Sin descontar que también ocurra en otros países, especialmente
del Caribe, en Cuba se disfruta llamando pelota,
sin más, a uno solo de los deportes que utilizan ese implemento, y se siente
más natural ese modo de nombrarlo que las derivaciones —béisbol o beisbol— del
bautizo que le vino de su desarrollo en territorio de habla inglesa, los
Estados Unidos. El sabor y la intensidad del uso de pelota como nombre familiar de ese juego expresa el serio ardor con
que la nación cubana lo ha hecho suyo de un modo que marca su cultura, su vida.

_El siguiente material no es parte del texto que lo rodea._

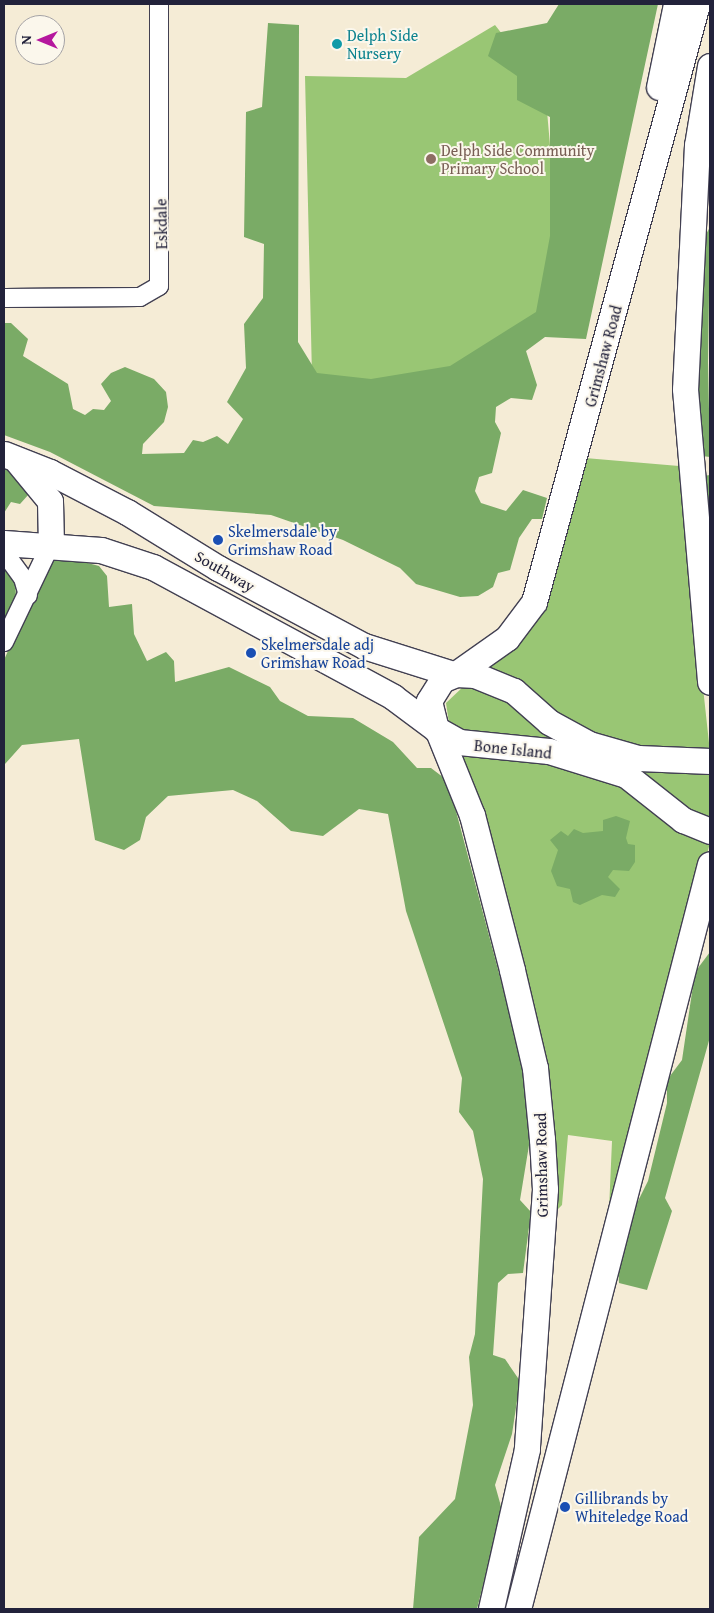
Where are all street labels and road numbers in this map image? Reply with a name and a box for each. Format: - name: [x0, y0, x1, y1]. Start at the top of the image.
- street label: Eskdale: [151, 199, 171, 249]
- street label: Grimshaw Road: [580, 303, 626, 409]
- street label: Southway: [192, 546, 258, 596]
- street label: Bone Island: [473, 735, 553, 763]
- street label: Grimshaw Road: [530, 1113, 552, 1217]

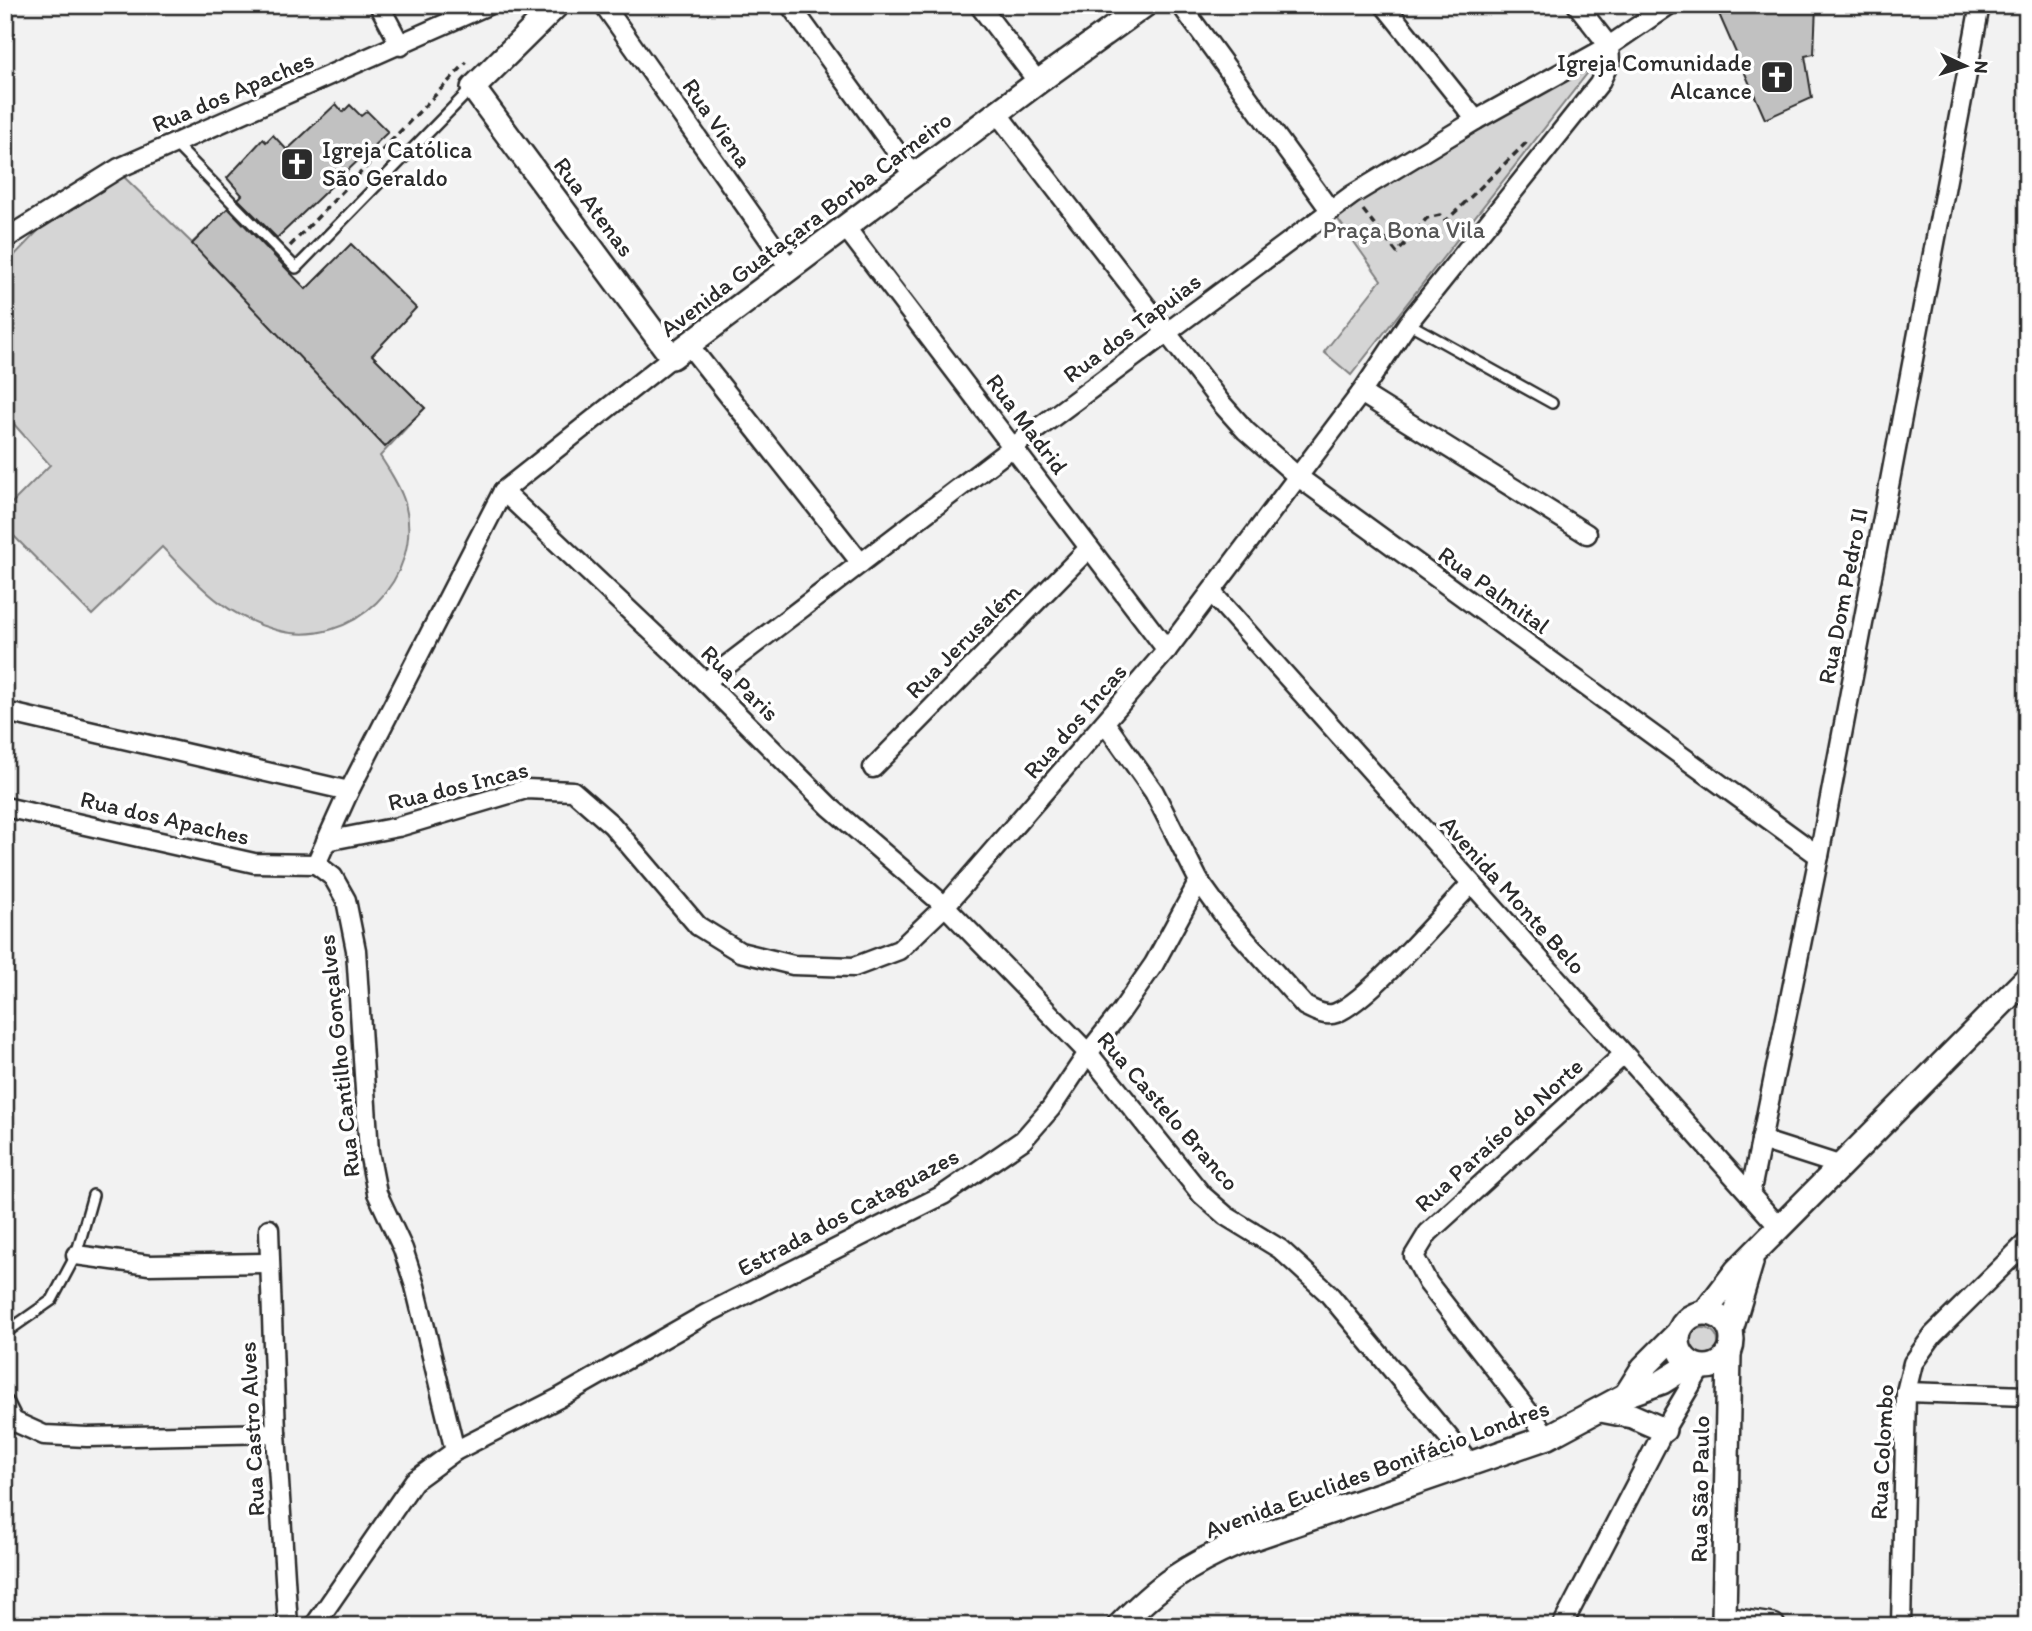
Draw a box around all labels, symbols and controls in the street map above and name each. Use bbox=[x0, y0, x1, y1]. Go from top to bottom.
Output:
north arrow bbox=[1930, 32, 2000, 102]
street label: Rua dos Apaches bbox=[148, 44, 318, 139]
place label: Igreja Comunidade Alcance bbox=[1557, 48, 1752, 105]
church icon: Igreja Comunidade Alcance bbox=[1758, 58, 1796, 96]
text: N bbox=[1970, 60, 1993, 74]
street label: Rua Viena bbox=[676, 73, 759, 173]
street label: Avenida Guataçara Borba Carneiro bbox=[654, 104, 957, 343]
place label: Igreja Católica São Geraldo bbox=[322, 135, 472, 192]
church icon: Igreja Católica São Geraldo bbox=[278, 145, 316, 183]
street label: Rua Atenas bbox=[548, 151, 641, 262]
park label: Praça Bona Vila bbox=[1323, 215, 1486, 244]
street label: Rua dos Tapuias bbox=[1057, 266, 1206, 389]
street label: Rua Madrid bbox=[980, 368, 1075, 480]
street label: Rua Dom Pedro II bbox=[1811, 505, 1874, 686]
street label: Rua Palmital bbox=[1433, 539, 1556, 640]
street label: Rua Jerusalém bbox=[899, 577, 1026, 704]
street label: Rua Paris bbox=[695, 638, 785, 727]
street label: Rua dos Incas bbox=[1017, 657, 1133, 784]
street label: Rua dos Incas bbox=[385, 754, 531, 817]
street label: Rua dos Apaches bbox=[78, 784, 253, 851]
street label: Avenida Monte Belo bbox=[1434, 809, 1592, 980]
street label: Rua Cantilho Gonçalves bbox=[311, 933, 366, 1179]
street label: Rua Castelo Branco bbox=[1091, 1025, 1246, 1196]
street label: Rua Paraíso do Norte bbox=[1408, 1051, 1589, 1218]
street label: Estrada dos Cataguazes bbox=[732, 1141, 963, 1282]
street label: Rua Castro Alves bbox=[232, 1341, 271, 1517]
street label: Rua Colombo bbox=[1863, 1383, 1900, 1521]
street label: Avenida Euclides Bonifácio Londres bbox=[1201, 1393, 1553, 1544]
street label: Rua São Paulo bbox=[1684, 1415, 1715, 1563]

A estas alturas del campeonato —otra expresión asociable
con la omnipresencia del deporte mencionado—, nadie se sobresaltará al oír que
con él sucede Cuba lo que en tantos sitios, incluido este país, con el sexo: de
tanto hacerse sentir, y hacer que se sienta, acapara para sí, además de
placeres, recursos de la lengua: dígase del lenguaje, para fijar sin confusiones
lo que aquí se quiere expresar. Si no se indica lo contrario, acto, adulterio, violación, regla, penetración y quién sabe cuántas palabras más, y metáforas, remiten
por directo a la esfera sexual. Para volver al nombre popular del deporte aludido,
pasa también con su plural: las pelotas,
y con frases como estar en pelotas.
Vista históricamente, la introducción de ese juego en
Cuba suscitó otro hecho: el país se libró de la corrida de toros, representativa
de la que fue su metrópoli colonial, España. A juicio del articulista —quien
espera que al menos se le respete el derecho a expresarlo […], sería deseable que
algún (buen) deporte, nacido en el archipiélago cubano o fuera de él, contribuyese
a otro logro sanísimo: erradicar la lidia de gallos y poner freno a la naciente
afición por la de perros, expresiones ambas del abuso de animales, incompatible
con la mejor actitud ante la naturaleza, que abarca bienes como flora y fauna. —
Cuando la pelota —sería ingenuo suponer que prosperó como
continuidad del juego de batos de los indocubanos— llegó desde los Estados
Unidos a Cuba, ya en aquella nación se formaba la potencia imperialista que
planeaba apoderarse de la mayor de las Antillas. Pero en esta el pueblo abrazó
la pelota con pasión e inventiva tales que, aunque vino acompañada —como otros
deportes— de su jerga de origen, acuñó conversiones como home en jon, home run en jonrón, hit en jit, short
stop en sior y campo corto, fields en files y jardines, y umpire en ampaya, además de traducciones como receptor, de catcher, y lanzador, de pitcher, junto a otras equivalencias,
tal la sinécdoque goma por home.
El imperio se salió transitoriamente con las suyas y en
1898 se adueñó de Cuba por varias décadas, a pesar del afán liberador protagonizado
por los mejores patriotas de esta tierra. Pero, fuera del deporte, el habla nacional
convirtió cut ut, variante de
interruptor, en catao, y españolizó,
como nombres genéricos de refrigerador y de avena, la marcas comerciales Frigidaire y Quaker, mientras que —se diría que para mantener la noción de juego—
plywood, que equivale a madera prensada y se pronuncia pláibud— incluso entre personas
instruidas y conocedoras del inglés terminó en play wood, con su pronunciación pléibud.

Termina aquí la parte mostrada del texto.